*Task brief*. Your answer should repeat every line of the records below in which the word "controls" appears.

Provided material Start Marker

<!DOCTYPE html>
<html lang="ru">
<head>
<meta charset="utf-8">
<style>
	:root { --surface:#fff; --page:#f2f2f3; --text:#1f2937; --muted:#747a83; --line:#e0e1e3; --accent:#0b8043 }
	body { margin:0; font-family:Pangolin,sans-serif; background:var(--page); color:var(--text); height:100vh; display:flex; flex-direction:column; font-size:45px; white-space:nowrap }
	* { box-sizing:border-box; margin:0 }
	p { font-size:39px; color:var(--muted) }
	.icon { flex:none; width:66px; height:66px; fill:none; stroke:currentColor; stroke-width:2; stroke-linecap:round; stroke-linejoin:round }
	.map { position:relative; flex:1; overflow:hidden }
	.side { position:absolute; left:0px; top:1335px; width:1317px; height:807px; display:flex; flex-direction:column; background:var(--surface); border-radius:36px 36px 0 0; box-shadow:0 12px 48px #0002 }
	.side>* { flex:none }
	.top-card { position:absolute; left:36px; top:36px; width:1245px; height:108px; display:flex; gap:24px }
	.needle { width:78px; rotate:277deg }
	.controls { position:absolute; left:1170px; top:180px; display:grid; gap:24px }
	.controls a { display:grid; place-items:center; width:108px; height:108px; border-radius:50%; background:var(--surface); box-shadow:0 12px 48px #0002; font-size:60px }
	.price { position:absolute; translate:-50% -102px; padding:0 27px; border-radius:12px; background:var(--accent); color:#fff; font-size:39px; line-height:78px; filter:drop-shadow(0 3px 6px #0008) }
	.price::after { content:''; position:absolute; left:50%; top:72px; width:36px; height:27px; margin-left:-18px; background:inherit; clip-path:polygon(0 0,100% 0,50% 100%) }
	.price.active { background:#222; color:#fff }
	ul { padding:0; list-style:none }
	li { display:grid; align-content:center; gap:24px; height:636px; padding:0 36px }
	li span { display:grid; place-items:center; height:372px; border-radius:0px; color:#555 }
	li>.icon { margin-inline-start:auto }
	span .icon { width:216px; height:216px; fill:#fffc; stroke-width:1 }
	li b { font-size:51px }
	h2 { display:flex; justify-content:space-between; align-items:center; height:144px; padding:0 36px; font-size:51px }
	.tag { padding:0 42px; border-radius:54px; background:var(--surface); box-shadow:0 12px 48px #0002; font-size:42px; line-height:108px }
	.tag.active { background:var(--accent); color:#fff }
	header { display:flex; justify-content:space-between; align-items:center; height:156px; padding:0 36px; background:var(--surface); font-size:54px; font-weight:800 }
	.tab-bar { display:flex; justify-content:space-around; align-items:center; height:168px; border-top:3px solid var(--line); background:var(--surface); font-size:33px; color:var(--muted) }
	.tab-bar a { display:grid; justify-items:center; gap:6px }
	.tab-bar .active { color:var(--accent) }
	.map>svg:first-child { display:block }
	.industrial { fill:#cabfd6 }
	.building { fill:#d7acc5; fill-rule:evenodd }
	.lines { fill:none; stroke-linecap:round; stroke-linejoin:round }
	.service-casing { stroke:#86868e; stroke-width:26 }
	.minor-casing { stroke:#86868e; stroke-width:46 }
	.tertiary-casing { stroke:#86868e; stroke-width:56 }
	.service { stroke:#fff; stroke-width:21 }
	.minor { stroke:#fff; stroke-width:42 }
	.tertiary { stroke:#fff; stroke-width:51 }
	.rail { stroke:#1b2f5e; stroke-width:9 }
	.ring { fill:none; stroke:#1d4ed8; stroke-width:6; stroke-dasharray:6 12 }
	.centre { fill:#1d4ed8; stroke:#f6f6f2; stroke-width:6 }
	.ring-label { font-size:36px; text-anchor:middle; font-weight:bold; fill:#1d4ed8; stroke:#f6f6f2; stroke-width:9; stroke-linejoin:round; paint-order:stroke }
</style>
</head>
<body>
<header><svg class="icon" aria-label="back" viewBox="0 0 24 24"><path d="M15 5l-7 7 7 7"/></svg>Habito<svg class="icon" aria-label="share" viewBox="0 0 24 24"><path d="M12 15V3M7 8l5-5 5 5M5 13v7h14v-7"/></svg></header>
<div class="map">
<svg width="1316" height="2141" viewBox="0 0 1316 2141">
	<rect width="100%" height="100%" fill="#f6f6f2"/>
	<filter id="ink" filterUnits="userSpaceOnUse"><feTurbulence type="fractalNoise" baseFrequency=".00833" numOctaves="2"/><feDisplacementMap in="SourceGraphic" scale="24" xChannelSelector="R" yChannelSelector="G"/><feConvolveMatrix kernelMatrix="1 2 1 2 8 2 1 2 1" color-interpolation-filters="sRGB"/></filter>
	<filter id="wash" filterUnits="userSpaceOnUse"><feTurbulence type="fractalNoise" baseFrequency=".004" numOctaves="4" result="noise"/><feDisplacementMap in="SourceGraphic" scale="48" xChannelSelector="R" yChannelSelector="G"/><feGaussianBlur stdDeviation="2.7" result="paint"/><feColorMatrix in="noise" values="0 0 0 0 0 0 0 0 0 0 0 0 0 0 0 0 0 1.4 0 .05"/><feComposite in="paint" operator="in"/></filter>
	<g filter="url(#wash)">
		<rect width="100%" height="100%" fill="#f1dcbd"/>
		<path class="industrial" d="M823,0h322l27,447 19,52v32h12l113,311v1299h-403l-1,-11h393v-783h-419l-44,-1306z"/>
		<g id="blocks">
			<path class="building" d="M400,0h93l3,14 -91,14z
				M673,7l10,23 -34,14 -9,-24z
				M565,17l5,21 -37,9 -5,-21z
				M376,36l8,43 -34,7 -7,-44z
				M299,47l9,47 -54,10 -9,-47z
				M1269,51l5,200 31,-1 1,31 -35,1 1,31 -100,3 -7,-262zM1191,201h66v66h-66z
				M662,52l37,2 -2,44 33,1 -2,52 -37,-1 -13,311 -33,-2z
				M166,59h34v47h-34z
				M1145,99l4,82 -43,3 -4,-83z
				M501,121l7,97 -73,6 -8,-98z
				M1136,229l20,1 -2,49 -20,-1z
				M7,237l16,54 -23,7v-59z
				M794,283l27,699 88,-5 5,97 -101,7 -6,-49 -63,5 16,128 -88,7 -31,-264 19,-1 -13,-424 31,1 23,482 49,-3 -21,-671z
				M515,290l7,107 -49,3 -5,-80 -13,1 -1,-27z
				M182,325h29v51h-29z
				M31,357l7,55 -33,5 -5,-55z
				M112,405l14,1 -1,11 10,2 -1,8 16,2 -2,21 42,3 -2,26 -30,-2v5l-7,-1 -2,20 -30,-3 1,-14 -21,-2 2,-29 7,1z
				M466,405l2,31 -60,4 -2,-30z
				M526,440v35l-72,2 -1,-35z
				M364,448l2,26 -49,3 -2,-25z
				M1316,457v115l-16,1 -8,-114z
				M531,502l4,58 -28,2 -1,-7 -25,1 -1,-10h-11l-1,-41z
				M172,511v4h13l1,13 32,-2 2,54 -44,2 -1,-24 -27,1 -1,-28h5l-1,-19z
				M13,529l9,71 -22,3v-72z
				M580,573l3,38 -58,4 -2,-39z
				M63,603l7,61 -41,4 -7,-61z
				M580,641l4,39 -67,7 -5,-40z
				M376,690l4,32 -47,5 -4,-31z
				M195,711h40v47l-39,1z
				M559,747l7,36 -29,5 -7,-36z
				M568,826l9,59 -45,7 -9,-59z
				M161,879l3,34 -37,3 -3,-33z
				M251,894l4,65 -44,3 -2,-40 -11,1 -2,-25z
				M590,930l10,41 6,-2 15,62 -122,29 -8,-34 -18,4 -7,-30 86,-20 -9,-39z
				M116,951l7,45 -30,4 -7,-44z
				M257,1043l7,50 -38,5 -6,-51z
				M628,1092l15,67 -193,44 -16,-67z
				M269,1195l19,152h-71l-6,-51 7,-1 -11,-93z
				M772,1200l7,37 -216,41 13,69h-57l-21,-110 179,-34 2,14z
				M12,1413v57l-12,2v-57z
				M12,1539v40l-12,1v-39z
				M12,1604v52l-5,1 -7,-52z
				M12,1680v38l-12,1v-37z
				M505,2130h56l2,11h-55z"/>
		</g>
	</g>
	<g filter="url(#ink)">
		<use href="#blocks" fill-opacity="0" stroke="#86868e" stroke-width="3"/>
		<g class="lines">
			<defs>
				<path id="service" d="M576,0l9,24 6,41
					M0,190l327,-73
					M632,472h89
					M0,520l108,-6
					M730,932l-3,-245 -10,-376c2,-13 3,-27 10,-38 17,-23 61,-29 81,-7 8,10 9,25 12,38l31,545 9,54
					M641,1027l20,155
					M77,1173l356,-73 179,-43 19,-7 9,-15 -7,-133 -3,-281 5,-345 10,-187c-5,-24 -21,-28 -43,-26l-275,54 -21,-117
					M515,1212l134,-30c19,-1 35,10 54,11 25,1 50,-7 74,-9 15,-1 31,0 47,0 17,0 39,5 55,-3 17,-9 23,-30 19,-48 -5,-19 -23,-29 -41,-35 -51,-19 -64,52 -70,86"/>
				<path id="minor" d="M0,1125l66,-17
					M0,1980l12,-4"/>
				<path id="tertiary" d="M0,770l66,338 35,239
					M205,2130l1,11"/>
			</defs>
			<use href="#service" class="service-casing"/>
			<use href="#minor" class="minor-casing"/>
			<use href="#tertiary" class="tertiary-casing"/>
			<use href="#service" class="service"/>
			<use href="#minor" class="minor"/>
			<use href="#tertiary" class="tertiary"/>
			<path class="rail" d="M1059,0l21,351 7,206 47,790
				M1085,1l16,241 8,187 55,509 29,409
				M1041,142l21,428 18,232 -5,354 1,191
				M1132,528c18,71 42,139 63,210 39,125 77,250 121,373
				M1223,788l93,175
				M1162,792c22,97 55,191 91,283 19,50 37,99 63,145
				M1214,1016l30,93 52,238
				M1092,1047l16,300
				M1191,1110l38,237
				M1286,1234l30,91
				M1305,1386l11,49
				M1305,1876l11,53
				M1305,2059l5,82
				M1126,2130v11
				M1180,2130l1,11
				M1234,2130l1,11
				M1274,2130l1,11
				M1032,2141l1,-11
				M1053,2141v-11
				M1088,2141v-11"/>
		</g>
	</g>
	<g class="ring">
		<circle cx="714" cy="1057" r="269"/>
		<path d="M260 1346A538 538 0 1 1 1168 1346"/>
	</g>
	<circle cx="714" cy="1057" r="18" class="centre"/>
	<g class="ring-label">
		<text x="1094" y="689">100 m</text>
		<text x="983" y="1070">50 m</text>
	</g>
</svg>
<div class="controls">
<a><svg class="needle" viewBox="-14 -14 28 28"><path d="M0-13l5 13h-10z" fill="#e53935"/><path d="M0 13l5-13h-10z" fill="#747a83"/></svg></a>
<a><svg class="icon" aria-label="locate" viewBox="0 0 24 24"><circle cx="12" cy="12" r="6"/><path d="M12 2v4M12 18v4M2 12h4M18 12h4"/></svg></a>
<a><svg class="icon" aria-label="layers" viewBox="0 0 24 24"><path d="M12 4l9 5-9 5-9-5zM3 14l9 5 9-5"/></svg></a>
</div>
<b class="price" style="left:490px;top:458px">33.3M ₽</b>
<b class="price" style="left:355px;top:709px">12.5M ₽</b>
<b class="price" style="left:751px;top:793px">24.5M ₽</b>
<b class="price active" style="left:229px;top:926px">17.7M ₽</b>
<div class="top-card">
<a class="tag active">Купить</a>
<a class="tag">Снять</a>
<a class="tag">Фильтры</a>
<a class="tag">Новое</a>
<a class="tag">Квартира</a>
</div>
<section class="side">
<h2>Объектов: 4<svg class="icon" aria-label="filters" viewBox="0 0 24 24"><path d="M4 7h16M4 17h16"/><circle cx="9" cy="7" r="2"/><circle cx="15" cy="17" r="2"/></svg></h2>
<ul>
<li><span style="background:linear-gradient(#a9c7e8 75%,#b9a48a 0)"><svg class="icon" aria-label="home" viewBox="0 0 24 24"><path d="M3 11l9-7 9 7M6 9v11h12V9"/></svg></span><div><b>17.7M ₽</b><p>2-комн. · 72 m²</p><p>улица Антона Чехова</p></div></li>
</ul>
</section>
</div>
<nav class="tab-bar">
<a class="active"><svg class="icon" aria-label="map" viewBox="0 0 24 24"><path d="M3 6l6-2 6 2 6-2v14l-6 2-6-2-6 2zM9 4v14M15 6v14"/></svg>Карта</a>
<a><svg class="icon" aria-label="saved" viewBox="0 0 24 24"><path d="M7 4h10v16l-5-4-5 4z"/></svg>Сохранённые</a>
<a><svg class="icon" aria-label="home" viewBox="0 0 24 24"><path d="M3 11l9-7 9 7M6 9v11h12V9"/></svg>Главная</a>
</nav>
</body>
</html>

Provided material End Marker

*Written reply*.
	.controls { position:absolute; left:1170px; top:180px; display:grid; gap:24px }
	.controls a { display:grid; place-items:center; width:108px; height:108px; border-radius:50%; background:var(--surface); box-shadow:0 12px 48px #0002; font-size:60px }
<div class="controls">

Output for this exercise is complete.